See Extant OPRs to find out whether death/burial registers exist for the parish in which you are interested. Please also look at OPR Death Years by parish to see the available death/burial event years in the registers.
- Surviving registers may record the date of death or the date of burial or date of payment for hire of the mortcloth, but only one of these will appear in the index. There is no indication given in the index as to whether the entry alludes to a death or a burial or the mortcloth payment.
- Some people were not buried in the parish in which they were living. In the Old Statistical Account for Aberdeen, the writer lamented the fact that the figures presented for burials in Old Machar were not accurate because "many who die in this parish are buried in other parishes, but a far greater number are brought from other parishes and buried here. This is owing partly to their forefathers having lived, died and been buried in this parish; and partly to the burial lairs being much cheaper here". (Vol. 19. Pages 176/7)
- Some people did not use the parish mortcloth for burial. Prosperous and important families may have had their own family mortcloth, some trades paid into charitable funds with their own mortcloth. In parishes where mortcloth dues are the only evidence of burial, such cases might have gone unrecorded. Sometimes there was no charge for use of the parish mortcloth, particularly if the family were poor.
Do not expect too much from OPR death & burial records. The amount of information recorded can be variable and most entries contain very little detail.
More often than not you will find only the name of the person who has died, with a date, and sometimes even just the surname. Such paucity of information can make it extremely difficult to pinpoint the correct person.
In the case of a mortcloth hire, there is usually a record of the payment made. Some parishes had several mortcloths for hire, of varying quality, including a childs one and the fee will vary accordingly.
Sometimes you will find extra information. Besides the name of the person who has died, the date of death and/or date of burial, you may find the name of a relative (e.g. spouse, father), the place or parish of residence, and sometimes the occupation of the person/father/spouse.
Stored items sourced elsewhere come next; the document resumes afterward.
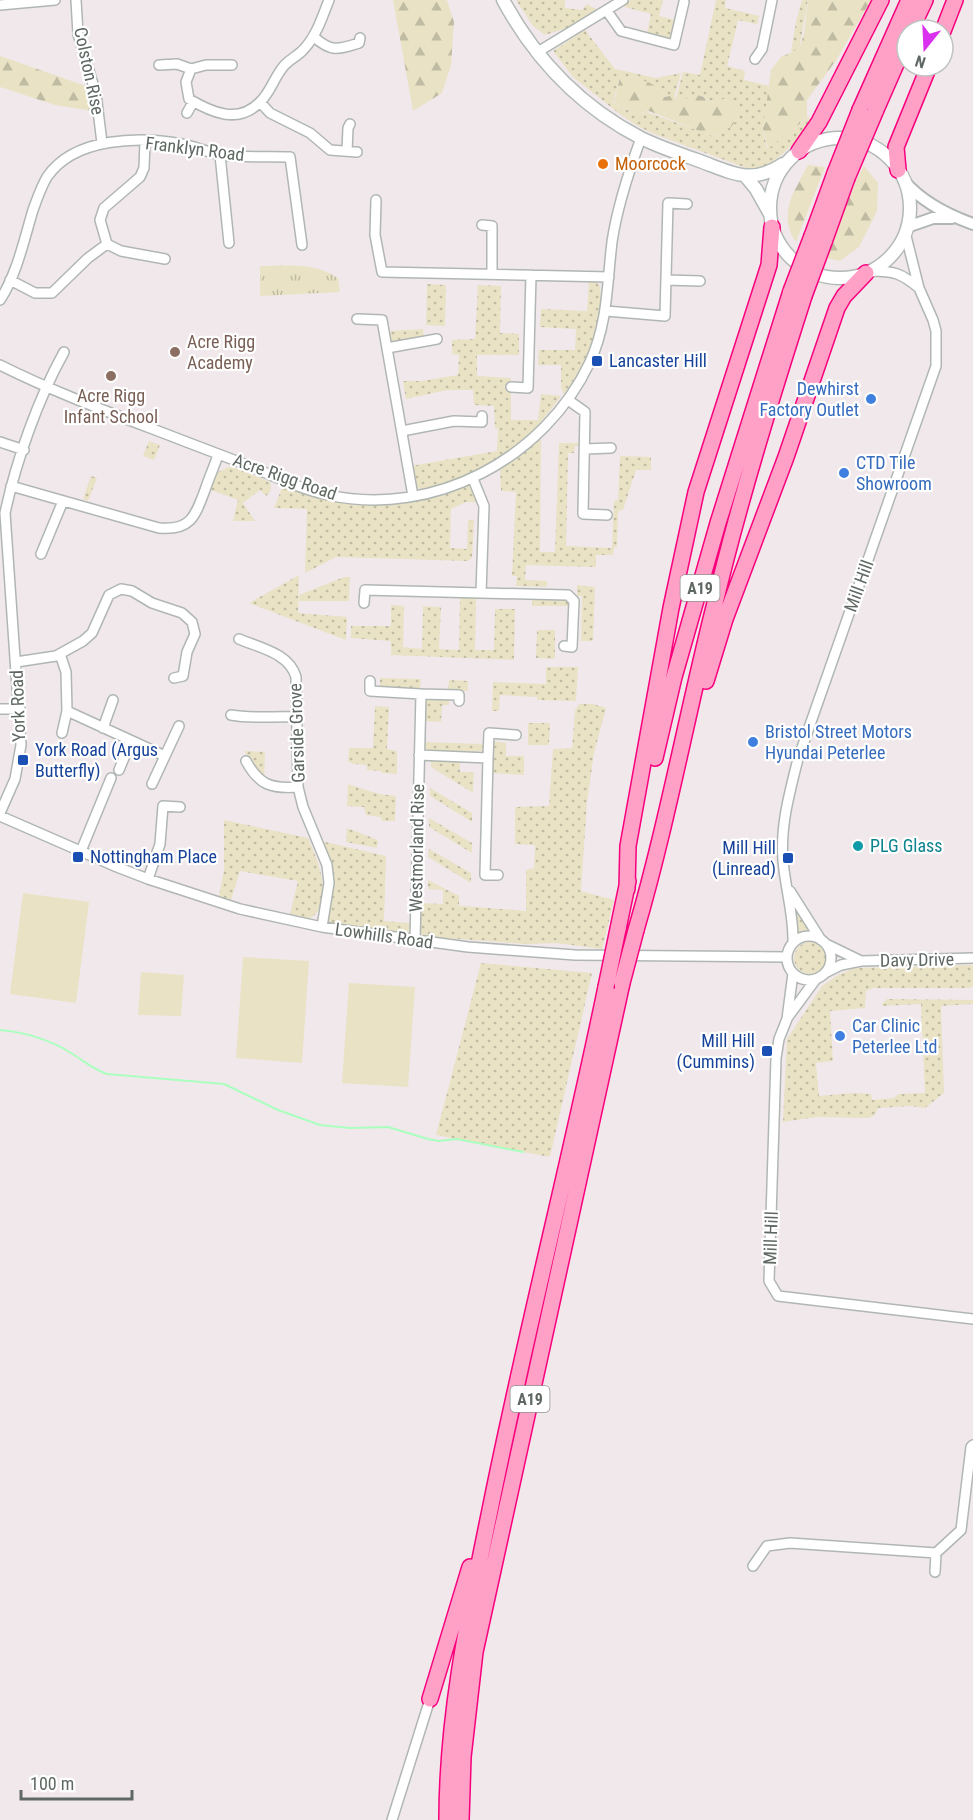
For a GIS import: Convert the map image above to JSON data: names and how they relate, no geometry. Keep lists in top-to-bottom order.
{
  "streets": {
    "highway": ["A19"],
    "street": [
      "Colston Rise",
      "Franklyn Road",
      "Acre Rigg Road",
      "Mill Hill",
      "York Road",
      "Garside Grove",
      "Westmorland Rise",
      "Lowhills Road",
      "Davy Drive"
    ]
  },
  "crossings": [
    ["Colston Rise", "Franklyn Road"],
    ["Acre Rigg Road", "York Road"],
    ["Mill Hill", "Lowhills Road"],
    ["Mill Hill", "Davy Drive"],
    ["York Road", "Lowhills Road"],
    ["Garside Grove", "Lowhills Road"],
    ["Westmorland Rise", "Lowhills Road"],
    ["Lowhills Road", "Davy Drive"]
  ],
  "places": {
    "other": [
      "Moorcock",
      "Acre Rigg Academy",
      "Acre Rigg Infant School",
      "Dewhirst Factory Outlet",
      "CTD Tile Showroom",
      "Bristol Street Motors Hyundai Peterlee",
      "PLG Glass",
      "Car Clinic Peterlee Ltd"
    ],
    "transit": [
      "Lancaster Hill",
      "York Road (Argus Butterfly)",
      "Nottingham Place",
      "Mill Hill (Linread)",
      "Mill Hill (Cummins)"
    ]
  },
  "scale_bar": "100 m",
  "north": "bottom"
}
A few registers will give cause of death and some age at death. There may be more detail recorded on the death/burial of important and well-to-do members of the parish.
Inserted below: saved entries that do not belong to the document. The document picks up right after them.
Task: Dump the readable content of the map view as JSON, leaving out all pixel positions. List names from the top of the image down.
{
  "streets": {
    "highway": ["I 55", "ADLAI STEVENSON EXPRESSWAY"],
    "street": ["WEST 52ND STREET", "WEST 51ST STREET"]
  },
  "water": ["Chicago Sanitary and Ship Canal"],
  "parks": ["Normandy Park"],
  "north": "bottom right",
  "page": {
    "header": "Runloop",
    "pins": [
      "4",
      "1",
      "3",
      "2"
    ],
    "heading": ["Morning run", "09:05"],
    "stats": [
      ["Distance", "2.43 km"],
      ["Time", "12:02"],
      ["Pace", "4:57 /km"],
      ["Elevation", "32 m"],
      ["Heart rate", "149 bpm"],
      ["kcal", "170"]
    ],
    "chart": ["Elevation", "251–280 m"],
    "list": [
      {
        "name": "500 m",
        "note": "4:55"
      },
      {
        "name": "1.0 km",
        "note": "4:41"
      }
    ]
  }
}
Married women Deaths/burials of married women can be referred to in various ways:
- by their married name, which is unusual in Scottish records outside the census
- by their maiden name, e.g "Mary Murray, wife of Thos Low, Alyth"
- merely as Mrs with no first name given e.g. "Mrs Easton", or as Mrs using the husband's name e.g."Mrs William Hackney"
- simply as someone's wife e.g. "James Murray's wife"
- as a widow with no first name given e.g. "Widow Graham", or "Relict of Samuel Thom, surgeon in Canongate" or with extra information e.g. "Isabel Reid, widow of the late James Wilkie, Alyth"
In the case of a stillborn child or one who has not lived long, there is usually no name given at all, e.g. "a male child", although there may be reference to a parent, e.g. "a child of David Murray". Occasionally other information is included, e.g. "a child of John Murray in Hilton, unbaptized"
OPR images are stored in a JPEG format. There is an option on the "My Details " page to select the size of an OPR image. OPR images are displayed as standard using Lowest image quality, but you may vary the size by selecting from Lowest (lowest quality) up to Highest (highest quality). The highest quality gives the smallest file size and therefore is quicker to view/download.
OPR images are scans from microfilm copies of the original registers. When you view an OPR image, click on "View Free Header" to see, at no extra cost, the header page detailing the reference information for the microfilm from which that particular image was digitised .
A description of each image incorporating search name, image type and reference number and the date and time that the image was generated, can be found at the top of each image. If you would prefer not to display these details, uncheck the "Image Description Appears In Image" box on the "My Details" page.
Use whatever information you find on an OPR deaths & burials entry to further your search:
- Any mention of a parent's name can help to pinpoint a birth/baptism.